The refunding: As part of its regular quarterly refunding, Treasury announced it would sell $96 billion in notes and bonds next week. This is up from $84 billion in the last quarter.

The department will auction $42 billion in 3-year Treasury notes TMUBMUSD03Y, 0.250% on May 11 and $32 billion in 10-year notes TMUBMUSD10Y, 0.709% on May 12. The government will also sell $22 billion in 30-year bonds TMUBMUSD30Y, 1.403% on May 13.

The changes in auction sizes: In the May-July quarter, Treasury said it intends to increase auction sizes for 2-year, 3-year and 5-year note auctions by $2 billion per month. It will increase the auction size of the 7-year note TMUBMUSD07Y, 0.574% by $3 billion per month over the next 3 months. The size of the 7-year note will increase by $9 billion by the end of July. It will increase both new and reopened 10-year note auctions by $5 billion and the 30-year new and reopened 30-year bond auctions by $3 billion.

Treasury also will sell $20 billion of 20-year bonds in the initial auction on May 20. It will reopen the 20-year bond in both June and July in amounts of $17 billion each.

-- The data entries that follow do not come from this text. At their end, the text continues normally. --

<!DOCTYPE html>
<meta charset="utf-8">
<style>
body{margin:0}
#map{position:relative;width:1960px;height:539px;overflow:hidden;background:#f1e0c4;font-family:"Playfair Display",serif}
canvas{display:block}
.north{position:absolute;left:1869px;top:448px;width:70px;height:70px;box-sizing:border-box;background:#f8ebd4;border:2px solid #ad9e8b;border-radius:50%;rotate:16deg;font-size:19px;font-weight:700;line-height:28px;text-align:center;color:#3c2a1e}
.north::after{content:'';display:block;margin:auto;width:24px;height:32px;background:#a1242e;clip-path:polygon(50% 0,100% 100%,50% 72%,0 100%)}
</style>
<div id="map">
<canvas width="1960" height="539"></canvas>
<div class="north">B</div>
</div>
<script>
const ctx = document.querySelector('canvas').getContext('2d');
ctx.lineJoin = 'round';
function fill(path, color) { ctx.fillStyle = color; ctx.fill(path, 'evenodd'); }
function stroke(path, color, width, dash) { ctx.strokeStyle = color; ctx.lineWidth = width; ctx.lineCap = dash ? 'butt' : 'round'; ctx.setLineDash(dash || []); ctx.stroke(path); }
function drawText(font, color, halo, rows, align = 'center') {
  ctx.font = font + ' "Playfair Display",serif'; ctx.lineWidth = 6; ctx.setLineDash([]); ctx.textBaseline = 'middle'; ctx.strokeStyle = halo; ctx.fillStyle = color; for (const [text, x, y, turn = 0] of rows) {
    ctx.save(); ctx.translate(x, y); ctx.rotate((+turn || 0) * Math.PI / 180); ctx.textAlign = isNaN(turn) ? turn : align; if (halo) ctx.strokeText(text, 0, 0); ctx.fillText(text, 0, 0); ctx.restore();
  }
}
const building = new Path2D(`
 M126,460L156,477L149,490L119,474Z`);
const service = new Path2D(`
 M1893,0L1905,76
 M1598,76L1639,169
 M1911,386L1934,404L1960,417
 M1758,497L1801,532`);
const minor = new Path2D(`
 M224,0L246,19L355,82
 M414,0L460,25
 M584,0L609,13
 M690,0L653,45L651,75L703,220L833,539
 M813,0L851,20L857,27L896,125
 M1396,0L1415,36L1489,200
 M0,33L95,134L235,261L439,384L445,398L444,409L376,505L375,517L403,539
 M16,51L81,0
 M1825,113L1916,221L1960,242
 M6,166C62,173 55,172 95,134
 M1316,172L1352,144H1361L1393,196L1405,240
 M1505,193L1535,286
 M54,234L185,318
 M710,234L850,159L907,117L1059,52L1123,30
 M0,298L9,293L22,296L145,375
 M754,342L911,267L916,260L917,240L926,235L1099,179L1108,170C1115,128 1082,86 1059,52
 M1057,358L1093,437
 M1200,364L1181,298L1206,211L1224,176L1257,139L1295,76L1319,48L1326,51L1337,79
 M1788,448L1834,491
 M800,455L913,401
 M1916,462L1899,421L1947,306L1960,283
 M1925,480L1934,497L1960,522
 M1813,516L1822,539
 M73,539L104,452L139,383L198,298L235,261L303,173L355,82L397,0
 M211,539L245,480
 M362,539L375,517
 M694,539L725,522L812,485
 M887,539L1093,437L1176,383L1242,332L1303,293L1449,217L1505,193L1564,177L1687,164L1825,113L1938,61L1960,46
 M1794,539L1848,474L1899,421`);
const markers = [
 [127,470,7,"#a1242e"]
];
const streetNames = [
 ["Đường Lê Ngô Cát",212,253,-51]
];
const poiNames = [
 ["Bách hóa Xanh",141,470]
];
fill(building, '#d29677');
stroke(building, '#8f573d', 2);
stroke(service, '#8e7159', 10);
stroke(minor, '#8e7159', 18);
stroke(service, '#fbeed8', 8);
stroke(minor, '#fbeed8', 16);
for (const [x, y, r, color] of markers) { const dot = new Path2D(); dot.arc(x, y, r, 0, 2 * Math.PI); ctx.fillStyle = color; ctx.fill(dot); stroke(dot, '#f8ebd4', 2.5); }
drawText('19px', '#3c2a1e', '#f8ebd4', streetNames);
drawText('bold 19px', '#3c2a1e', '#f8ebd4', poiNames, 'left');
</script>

The 2-year floating-rate note will be increased to $24 billion by July.

The department also set weekly issuance of cash management bills.

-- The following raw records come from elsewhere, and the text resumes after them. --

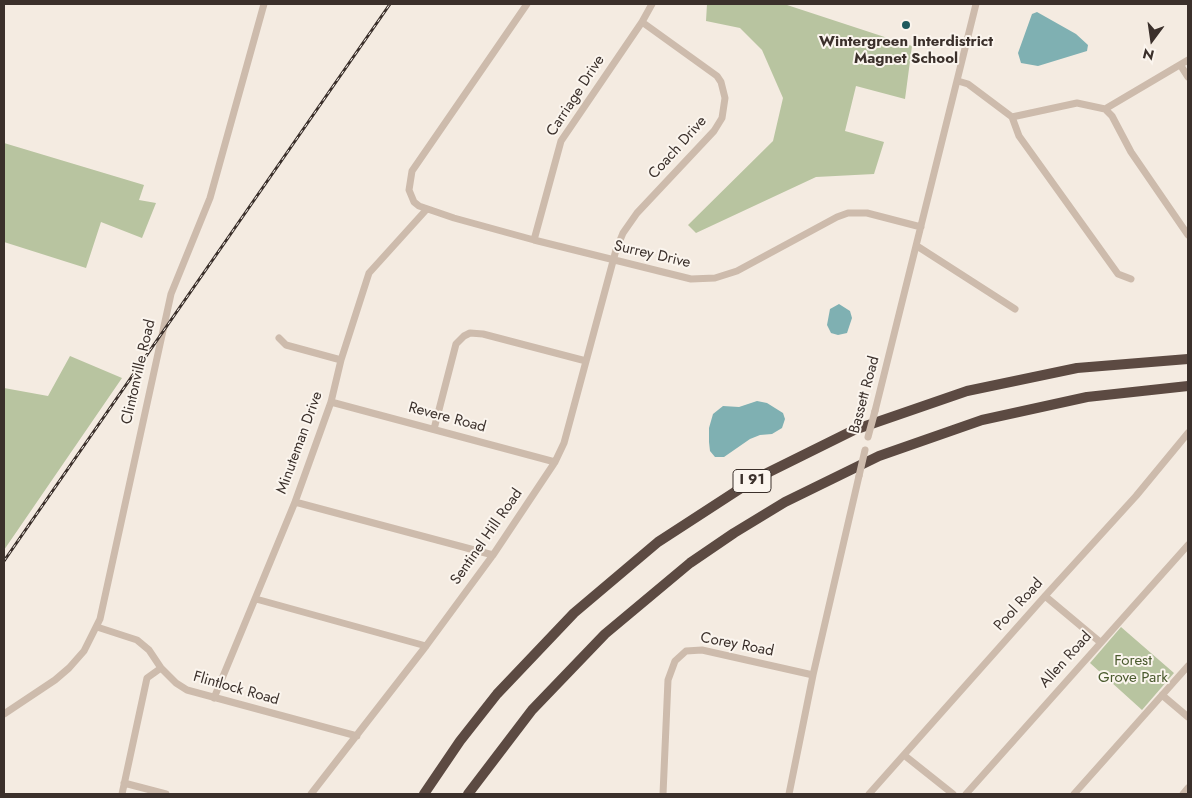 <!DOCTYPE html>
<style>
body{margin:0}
#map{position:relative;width:1192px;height:798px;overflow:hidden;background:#f4ebe1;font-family:Jost,sans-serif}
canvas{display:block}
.frame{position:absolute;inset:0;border:5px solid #3b302b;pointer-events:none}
.north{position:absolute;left:1127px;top:15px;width:50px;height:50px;-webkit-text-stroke:4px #fbf5ee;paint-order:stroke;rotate:194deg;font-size:14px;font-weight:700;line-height:20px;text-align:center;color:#3b302b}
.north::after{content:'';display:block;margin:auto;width:18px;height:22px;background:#3b302b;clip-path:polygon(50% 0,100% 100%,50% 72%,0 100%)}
</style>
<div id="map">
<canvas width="1192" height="798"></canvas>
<div class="frame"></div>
<div class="north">N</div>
</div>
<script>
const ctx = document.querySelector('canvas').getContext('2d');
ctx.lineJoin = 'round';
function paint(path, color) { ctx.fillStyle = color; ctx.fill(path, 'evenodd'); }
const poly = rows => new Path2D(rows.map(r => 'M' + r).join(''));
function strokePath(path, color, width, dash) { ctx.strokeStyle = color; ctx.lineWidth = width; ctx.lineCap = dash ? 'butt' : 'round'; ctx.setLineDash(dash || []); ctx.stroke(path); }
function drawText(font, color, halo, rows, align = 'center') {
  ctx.font = font + ' Jost,sans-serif'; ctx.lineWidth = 4; ctx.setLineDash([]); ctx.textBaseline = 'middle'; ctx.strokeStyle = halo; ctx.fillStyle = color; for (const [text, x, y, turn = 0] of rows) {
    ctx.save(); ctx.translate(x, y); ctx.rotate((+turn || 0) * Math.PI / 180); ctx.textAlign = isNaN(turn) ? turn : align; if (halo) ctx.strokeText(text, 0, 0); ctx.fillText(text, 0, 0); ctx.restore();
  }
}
paint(poly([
 [707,4,784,4,912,46,905,99,856,86,845,131,884,142,874,174,816,177,696,233,688,225,773,141,783,98,762,50,740,28,706,21],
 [4,143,144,185,139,200,156,203,142,238,101,222,86,268,4,242],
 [70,356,122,378,4,550,4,388,48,396],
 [1121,627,1174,673,1142,710,1090,663]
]), '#b8c4a0');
paint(poly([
 [1037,12,1076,34,1088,45,1087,51,1038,66,1021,63,1018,53,1032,14],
 [839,304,850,311,852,318,847,333,838,335,831,333,827,325,830,309],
 [757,401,767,403,783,413,785,419,782,428,772,434,760,435,750,439,724,457,715,457,710,451,709,442,709,428,713,414,723,406,739,407]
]), '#7fb0b2');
strokePath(poly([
 [527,4,412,171,409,190,414,202,419,206,454,218,534,240,691,279,715,278,737,271,837,217,848,213,867,213,921,227],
 [1181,66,1188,77],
 [958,81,968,84,1012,117,1077,103,1105,109,1112,116,1131,152,1188,235],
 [1105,109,1188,60],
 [1012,117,1019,136,1118,274,1131,279],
 [534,240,561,141,642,22,652,4],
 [917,246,1015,309],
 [279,338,286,345,341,360],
 [331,402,555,462],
 [875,411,976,4],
 [434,429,456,344,464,336,470,333,483,334,586,361],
 [295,502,493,555],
 [1045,596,1100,642],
 [256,599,426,646],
 [97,627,137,640,149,650,161,668,176,683,187,690,357,736],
 [1162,695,1188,717],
 [214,698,295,502,331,402,341,360,369,273,426,210],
 [4,714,55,680,69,668,84,651,100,619,171,294,210,198,264,4],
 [904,755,953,794],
 [124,783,166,794],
 [122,794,147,678,161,668],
 [311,794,426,646,493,555,555,462,564,443,616,250,623,233,637,213,714,131,722,118,725,98,721,82,717,76,642,22],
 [663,794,668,680,675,661,686,651,702,650,813,675],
 [789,794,813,675,859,476],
 [869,794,1045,596,1136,496,1188,433],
 [966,794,1188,545],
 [1074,794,1188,666],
 [1183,794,1188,788]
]), '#cdbbac', 7);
strokePath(poly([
 [424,794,460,741,497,694,574,613,658,542,755,479,854,430,967,391,1077,368,1188,359],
 [468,794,532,710,605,634,690,563,734,533,785,502,879,456,982,420,1087,397,1188,386]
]), '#5c4a42', 10);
const rail = poly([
 [4,561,390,4]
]);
strokePath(rail, '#3b302b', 3);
strokePath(rail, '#fbf5ee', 1, [4]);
strokePath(poly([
 [868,437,875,411],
 [859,476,865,450]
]), '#cdbbac', 7);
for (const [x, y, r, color] of [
 [906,25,5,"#1f5a5e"]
]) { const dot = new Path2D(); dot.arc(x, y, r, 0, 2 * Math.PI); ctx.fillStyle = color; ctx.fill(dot); strokePath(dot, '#fbf5ee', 2); }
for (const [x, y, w] of [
 [752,481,38]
]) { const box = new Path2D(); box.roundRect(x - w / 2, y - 11.5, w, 23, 4); ctx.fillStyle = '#fbf5ee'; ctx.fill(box); strokePath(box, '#3b302b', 1); }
drawText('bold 14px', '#3b302b', null, [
 ["I 91",752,481]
]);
drawText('bold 15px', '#3b302b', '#fbf5ee', [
 ["Wintergreen Interdistrict",906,42],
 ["Magnet School",906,59]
]);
drawText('15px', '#3b302b', '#fbf5ee', [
 ["Carriage Drive",576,96,-57],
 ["Coach Drive",678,148,-48],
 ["Surrey Drive",652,255,13],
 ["Clintonville Road",139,372,-77],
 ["Bassett Road",865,395,-75],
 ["Revere Road",447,418,15],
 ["Minuteman Drive",300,443,-70],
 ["Sentinel Hill Road",487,537,-55],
 ["Pool Road",1019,605,-48],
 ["Corey Road",737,645,11],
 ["Allen Road",1066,660,-48],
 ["Flintlock Road",236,689,16]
]);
drawText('15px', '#4a5a2e', '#fbf5ee', [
 ["Forest",1133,661],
 ["Grove Park",1133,678]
]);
</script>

New issuance: Treasury said it continues to explore a floating rate note indexed to the Secured Overnight Financing Rate or SOFR.

Big picture: The cost of protecting the economy from the coronavirus pandemic is steep and will bring the federal debt to levels not seen since World War II.

The Fed is easing the burden somewhat, having bought roughly $1.3 trillion of Treasurys since mid-March. The Congressional Budget Office has forecast the federal budget deficit is projected to be $3.7 trillion for fiscal year 2020.

Market reaction: Longer-dated bond yields rose sharply, surprised by the size of the 20-year bond, which was much larger than around $14 billion estimated.